● **To do**: Read the data below line by line and copy each one with "width" in it.

· · · ·

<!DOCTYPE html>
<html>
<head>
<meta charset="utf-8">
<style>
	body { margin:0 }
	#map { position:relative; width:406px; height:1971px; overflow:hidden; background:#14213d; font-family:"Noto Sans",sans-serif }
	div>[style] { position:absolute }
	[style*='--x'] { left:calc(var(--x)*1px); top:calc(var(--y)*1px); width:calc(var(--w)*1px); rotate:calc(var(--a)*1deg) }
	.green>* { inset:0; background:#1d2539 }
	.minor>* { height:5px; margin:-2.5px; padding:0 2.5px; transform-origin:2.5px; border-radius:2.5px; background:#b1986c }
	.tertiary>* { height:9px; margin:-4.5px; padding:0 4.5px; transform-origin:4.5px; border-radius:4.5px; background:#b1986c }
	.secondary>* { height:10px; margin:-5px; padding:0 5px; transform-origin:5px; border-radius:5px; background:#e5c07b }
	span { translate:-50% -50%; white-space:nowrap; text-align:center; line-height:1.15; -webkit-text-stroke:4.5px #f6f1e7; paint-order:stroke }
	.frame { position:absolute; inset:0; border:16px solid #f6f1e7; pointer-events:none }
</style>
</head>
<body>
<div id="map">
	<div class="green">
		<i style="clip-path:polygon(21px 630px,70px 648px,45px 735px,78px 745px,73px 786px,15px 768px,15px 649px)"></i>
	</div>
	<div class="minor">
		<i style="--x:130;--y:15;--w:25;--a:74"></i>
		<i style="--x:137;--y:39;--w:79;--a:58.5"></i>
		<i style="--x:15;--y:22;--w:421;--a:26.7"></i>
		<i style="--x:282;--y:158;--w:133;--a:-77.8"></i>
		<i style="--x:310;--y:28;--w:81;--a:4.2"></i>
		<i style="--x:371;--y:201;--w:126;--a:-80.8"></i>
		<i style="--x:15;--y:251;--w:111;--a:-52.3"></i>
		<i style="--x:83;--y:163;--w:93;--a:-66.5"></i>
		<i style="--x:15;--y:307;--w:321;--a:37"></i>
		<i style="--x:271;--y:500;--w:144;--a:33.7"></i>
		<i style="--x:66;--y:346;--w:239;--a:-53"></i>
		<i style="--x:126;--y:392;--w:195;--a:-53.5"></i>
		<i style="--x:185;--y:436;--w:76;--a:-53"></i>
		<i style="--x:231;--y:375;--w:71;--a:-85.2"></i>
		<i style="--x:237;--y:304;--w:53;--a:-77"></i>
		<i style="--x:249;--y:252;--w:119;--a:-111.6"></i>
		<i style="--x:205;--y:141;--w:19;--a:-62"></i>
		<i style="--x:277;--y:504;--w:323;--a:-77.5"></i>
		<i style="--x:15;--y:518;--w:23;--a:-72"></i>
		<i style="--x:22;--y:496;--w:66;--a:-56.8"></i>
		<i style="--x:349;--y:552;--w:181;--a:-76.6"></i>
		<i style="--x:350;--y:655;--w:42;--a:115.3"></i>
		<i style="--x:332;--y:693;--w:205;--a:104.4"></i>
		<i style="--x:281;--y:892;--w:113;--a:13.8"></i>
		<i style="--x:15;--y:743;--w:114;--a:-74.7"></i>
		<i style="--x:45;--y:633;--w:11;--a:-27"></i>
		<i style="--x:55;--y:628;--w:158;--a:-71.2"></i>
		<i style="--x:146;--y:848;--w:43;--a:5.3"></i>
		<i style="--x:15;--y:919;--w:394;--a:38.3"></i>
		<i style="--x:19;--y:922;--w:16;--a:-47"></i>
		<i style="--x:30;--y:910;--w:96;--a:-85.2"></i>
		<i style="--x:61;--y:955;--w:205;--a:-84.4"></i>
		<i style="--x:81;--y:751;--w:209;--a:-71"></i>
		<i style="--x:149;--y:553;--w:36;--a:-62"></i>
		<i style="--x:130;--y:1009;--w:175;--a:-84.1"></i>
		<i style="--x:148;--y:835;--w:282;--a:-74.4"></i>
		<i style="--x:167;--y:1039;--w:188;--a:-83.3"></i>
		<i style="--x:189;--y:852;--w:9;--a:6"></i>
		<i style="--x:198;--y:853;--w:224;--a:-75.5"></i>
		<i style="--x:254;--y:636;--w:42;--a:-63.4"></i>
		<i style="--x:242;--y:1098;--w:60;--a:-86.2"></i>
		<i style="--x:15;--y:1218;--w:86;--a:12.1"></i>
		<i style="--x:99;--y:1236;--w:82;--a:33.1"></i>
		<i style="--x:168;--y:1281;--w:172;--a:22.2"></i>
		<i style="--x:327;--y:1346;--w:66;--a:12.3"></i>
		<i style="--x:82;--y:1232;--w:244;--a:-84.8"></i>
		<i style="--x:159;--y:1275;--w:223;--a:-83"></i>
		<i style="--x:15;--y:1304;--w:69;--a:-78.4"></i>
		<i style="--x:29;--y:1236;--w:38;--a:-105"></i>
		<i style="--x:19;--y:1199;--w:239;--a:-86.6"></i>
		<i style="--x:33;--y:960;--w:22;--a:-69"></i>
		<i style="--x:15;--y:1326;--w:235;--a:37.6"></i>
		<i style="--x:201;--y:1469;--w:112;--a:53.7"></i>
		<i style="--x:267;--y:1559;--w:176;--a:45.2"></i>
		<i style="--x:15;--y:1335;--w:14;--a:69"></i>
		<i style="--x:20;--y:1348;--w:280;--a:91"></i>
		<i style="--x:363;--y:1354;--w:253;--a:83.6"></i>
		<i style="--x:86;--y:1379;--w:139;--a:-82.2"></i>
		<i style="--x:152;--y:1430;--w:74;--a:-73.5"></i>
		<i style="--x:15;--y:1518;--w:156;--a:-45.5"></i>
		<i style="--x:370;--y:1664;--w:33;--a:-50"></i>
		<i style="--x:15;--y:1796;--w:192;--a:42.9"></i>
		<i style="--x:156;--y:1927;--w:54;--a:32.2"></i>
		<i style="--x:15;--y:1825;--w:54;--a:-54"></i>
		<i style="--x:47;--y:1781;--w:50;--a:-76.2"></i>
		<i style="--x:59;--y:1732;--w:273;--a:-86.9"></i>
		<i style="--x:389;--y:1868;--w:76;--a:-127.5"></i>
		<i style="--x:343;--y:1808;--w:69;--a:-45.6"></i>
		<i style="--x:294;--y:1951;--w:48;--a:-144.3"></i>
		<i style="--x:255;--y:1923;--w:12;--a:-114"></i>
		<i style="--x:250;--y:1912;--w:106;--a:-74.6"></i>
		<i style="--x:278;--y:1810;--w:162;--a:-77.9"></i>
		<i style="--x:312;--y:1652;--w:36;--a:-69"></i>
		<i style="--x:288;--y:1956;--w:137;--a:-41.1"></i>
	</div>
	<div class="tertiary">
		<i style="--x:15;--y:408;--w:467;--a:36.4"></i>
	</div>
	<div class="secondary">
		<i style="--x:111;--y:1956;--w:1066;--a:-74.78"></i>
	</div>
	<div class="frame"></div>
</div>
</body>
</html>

· · · ·

● **Output**:
	#map { position:relative; width:406px; height:1971px; overflow:hidden; background:#14213d; font-family:"Noto Sans",sans-serif }
	[style*='--x'] { left:calc(var(--x)*1px); top:calc(var(--y)*1px); width:calc(var(--w)*1px); rotate:calc(var(--a)*1deg) }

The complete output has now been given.